Material World: Von der Idee zum Produkt

Das Freiburger Materialforschungszentrum (FMF) feiert 2010 sein 20-jähriges Bestehen. Zu diesem Anlass finden im Februar, März und Juni 2010 drei vom FMF mitorganisierte Symposien statt. Höhepunkt der Feierlichkeiten wird der Festakt im Konzerthaus am 11. Juni 2010 sein.
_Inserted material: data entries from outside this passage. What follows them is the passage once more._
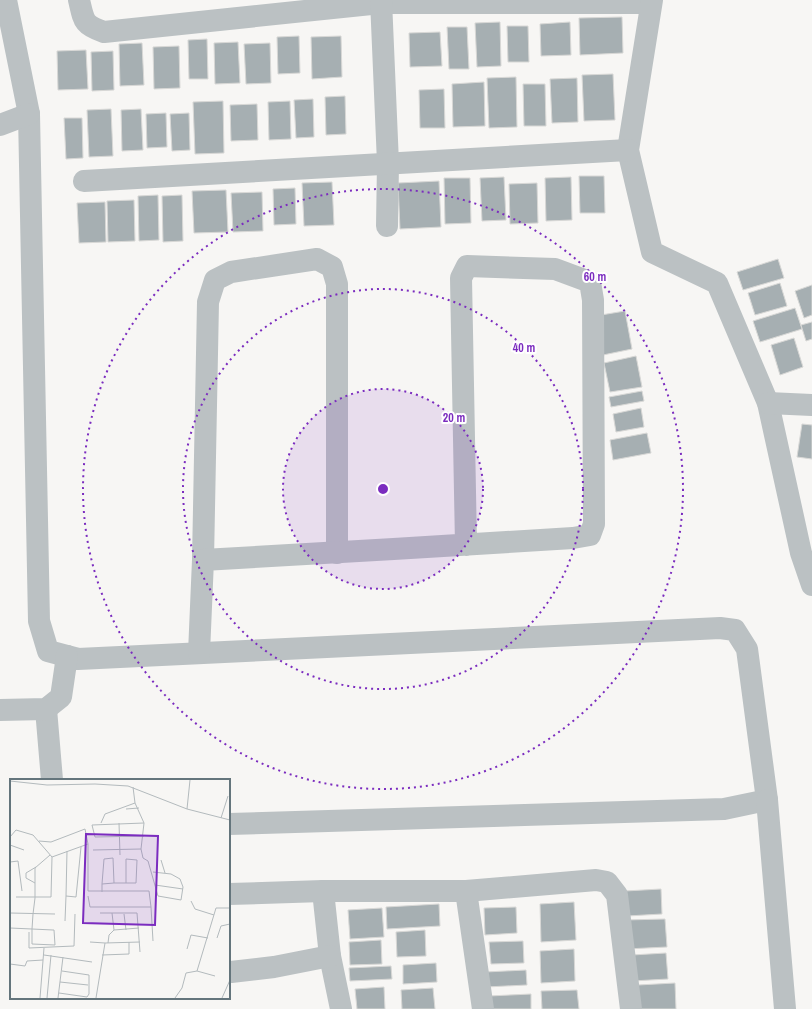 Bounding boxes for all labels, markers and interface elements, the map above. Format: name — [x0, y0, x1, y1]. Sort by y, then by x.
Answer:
text: 60 m — [584, 269, 606, 285]
text: 40 m — [513, 340, 535, 356]
text: 20 m — [443, 410, 465, 426]
centre of rings — [376, 482, 390, 496]
inset map — [10, 779, 230, 999] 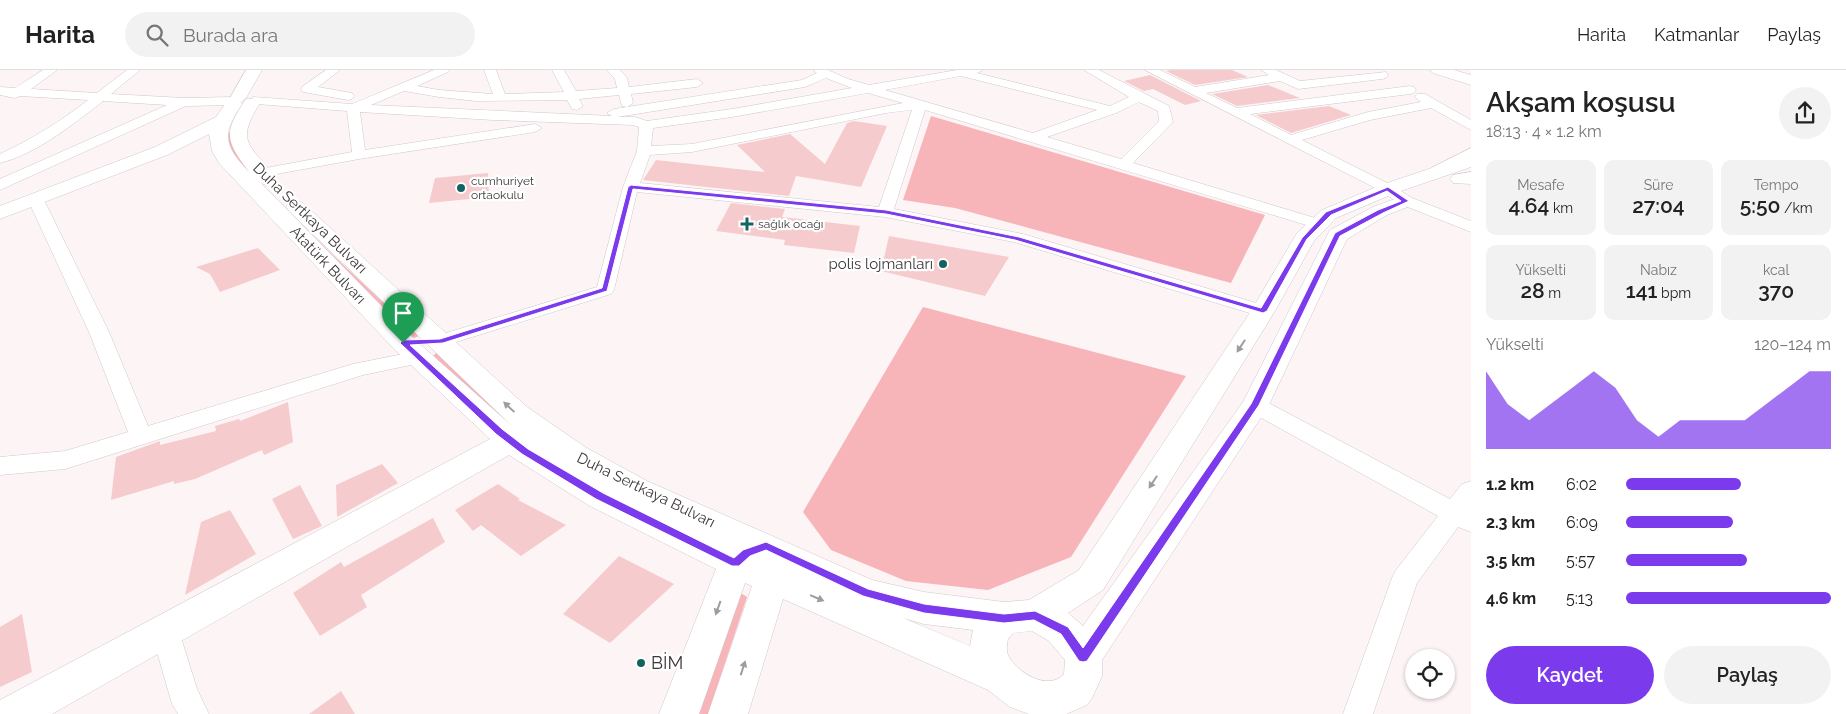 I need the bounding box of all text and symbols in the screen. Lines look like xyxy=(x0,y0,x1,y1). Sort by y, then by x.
search box xyxy=(125,12,475,57)
text: Harita xyxy=(25,20,95,49)
icon: search xyxy=(143,21,171,49)
text: Burada ara xyxy=(183,24,278,46)
text: Harita xyxy=(1577,24,1626,45)
text: Katmanlar xyxy=(1654,24,1739,45)
text: Paylaş xyxy=(1767,24,1821,45)
text: Akşam koşusu xyxy=(1486,86,1676,119)
button: share xyxy=(1779,87,1831,139)
text: 18:13 · 4 × 1.2 km xyxy=(1486,122,1602,141)
street label: Duha Sertkaya Bulvarı xyxy=(249,159,371,277)
place label: cumhuriyet ortaokulu xyxy=(471,174,534,202)
text: Mesafe xyxy=(1517,177,1564,193)
text: Süre xyxy=(1644,177,1673,193)
text: Tempo xyxy=(1754,177,1799,193)
marker: cumhuriyet ortaokulu xyxy=(455,182,467,194)
text: 4.64 xyxy=(1508,193,1549,218)
text: 27:04 xyxy=(1632,193,1685,218)
text: 5:50 xyxy=(1740,193,1780,218)
text: km xyxy=(1549,200,1573,216)
text: /km xyxy=(1780,200,1813,216)
marker: sağlık ocağı xyxy=(740,217,754,231)
place label: sağlık ocağı xyxy=(758,217,823,231)
street label: Atatürk Bulvarı xyxy=(286,222,370,308)
place label: polis lojmanları xyxy=(829,255,933,273)
marker: polis lojmanları xyxy=(937,258,949,270)
text: Yükselti xyxy=(1516,262,1566,278)
text: Nabız xyxy=(1640,262,1677,278)
text: kcal xyxy=(1763,262,1789,278)
text: 28 xyxy=(1521,278,1545,303)
text: 141 xyxy=(1626,278,1657,303)
text: 370 xyxy=(1758,278,1794,303)
text: m xyxy=(1545,285,1561,301)
text: bpm xyxy=(1657,285,1691,301)
pin xyxy=(382,292,424,343)
icon: arrive xyxy=(389,299,417,327)
text: Yükselti xyxy=(1486,335,1544,354)
text: 120–124 m xyxy=(1754,335,1831,354)
one-way arrow xyxy=(1236,339,1246,352)
one-way arrow xyxy=(504,401,516,413)
street label: Duha Sertkaya Bulvarı xyxy=(574,449,718,531)
text: 1.2 km xyxy=(1486,475,1534,494)
text: 6:02 xyxy=(1566,475,1597,494)
one-way arrow xyxy=(1149,476,1158,489)
text: 2.3 km xyxy=(1486,513,1535,532)
text: 6:09 xyxy=(1566,513,1598,532)
text: 3.5 km xyxy=(1486,551,1535,570)
text: 5:57 xyxy=(1566,551,1595,570)
text: 4.6 km xyxy=(1486,589,1536,608)
text: 5:13 xyxy=(1566,589,1593,608)
one-way arrow xyxy=(810,594,824,602)
one-way arrow xyxy=(714,601,721,616)
button: Kaydet xyxy=(1486,646,1654,704)
button: Paylaş xyxy=(1664,646,1831,704)
map controls xyxy=(1405,649,1455,699)
button: locate xyxy=(1405,649,1455,699)
place label: BİM xyxy=(651,652,683,673)
marker: BİM xyxy=(635,657,647,669)
one-way arrow xyxy=(740,660,748,675)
Als zentrale wissenschaftliche Einrichtung der Albert-Ludwigs- Universität ist das FMF die Schaltstelle der fünf naturwissenschaftlichen Fakultäten Mathematik und Physik, Chemie, Pharmazie und Geowissenschaften, Medizin, Biologie sowie der Technischen Fakultät. Die interdisziplinäre Vernetzung unter einem Dach, das exzellente Umfeld der Universität, der Fraunhofer Institute und Eucor-Universitäten ermöglichen eine anwendungsnahe Grundlagen- und Auftragsforschung auf dem Gebiet der Materialwissenschaften. Die Materialforschung am FMF zeichnet sich durch eine enorme Bandbreite aus. Zurzeit wird hauptsächlich in den Bereichen bioinspirierte Materialien und Technologie, Funktionale Formgebung und Nanostrukturtechnik, Energie, integrierte Materialien und Mikrosystemtechnik sowie Analyse und Modellierung komplexer funktionaler Systeme geforscht.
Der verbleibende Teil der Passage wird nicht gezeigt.